Functional Transit is excited to see other organizations pushing for better transit service in Winnipeg. The following was presented by the Canadian Centre for Policy Alternatives during committee hearings for the 2016 City of Winnipeg budget. This speech is reprinted with the permission of the Canadian Centre for Policy Alternatives.

Speech delivered March 15, 2016

By Lynne Fernandez, Errol Black Chair in Labour Issues

Canadian Centre for Policy Alternatives


Mayor Bowman, Deputy Mayor Pagtakhan waty, Lukes, Mayes Morantz and Orlikow – thank you for your time and attention today.
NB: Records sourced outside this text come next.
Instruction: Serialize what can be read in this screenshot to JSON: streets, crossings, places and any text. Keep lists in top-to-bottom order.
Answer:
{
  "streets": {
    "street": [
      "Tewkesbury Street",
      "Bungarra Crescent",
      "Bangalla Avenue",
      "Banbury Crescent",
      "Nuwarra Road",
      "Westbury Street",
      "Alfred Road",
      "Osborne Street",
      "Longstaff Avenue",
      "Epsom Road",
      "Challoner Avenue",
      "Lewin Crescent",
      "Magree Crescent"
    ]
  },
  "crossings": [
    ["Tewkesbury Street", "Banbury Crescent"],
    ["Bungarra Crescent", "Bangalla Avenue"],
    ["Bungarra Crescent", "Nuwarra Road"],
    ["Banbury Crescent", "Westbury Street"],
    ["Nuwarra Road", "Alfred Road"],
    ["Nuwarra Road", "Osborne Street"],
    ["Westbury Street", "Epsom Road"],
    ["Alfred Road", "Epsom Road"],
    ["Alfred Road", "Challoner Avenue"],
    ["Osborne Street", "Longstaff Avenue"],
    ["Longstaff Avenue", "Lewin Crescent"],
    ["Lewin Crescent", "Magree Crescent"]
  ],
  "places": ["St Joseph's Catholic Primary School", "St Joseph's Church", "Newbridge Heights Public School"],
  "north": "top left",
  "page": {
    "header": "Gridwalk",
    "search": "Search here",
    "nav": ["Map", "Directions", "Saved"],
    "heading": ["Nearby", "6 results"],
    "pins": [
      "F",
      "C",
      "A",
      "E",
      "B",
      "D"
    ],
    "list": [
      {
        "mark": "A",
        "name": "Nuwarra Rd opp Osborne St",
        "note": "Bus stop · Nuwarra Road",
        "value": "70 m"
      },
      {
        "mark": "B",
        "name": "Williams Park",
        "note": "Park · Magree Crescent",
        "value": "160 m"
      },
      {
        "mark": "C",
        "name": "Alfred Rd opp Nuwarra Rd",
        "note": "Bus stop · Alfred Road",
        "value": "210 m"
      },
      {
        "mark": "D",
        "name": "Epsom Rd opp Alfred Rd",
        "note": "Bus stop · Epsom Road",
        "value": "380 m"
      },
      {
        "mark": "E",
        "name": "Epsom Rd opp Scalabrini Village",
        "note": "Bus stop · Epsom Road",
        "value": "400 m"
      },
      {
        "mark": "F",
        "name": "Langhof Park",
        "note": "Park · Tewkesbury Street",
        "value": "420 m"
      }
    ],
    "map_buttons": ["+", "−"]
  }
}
To begin we want to acknowledge the commitment you have made in this year’s budgets to Winnipeg Transit. The City’s 2016 proposed operating and capital budgets have given a definite nod in favour of improving public transit. The large capital and transit subsidy increases will give Transit a much needed shot it the arm.

We also want to commend you for your work on increasing security on buses. We cannot have a viable public transit system if passengers do not feel safe and if operators are being assaulted. We hope that security remains a priority for you.

What we want to emphasize today is the importance of public transportation as a response to poverty and social marginalization. There are many people living throughout Winnipeg who rely on public transit to get to work, appointments, volunteer, go to the library or swimming pool and just to socialize with friends and family. They include seniors, low income families, people on social assistance, students and people with disabilities who either cannot drive or cannot afford to own a car.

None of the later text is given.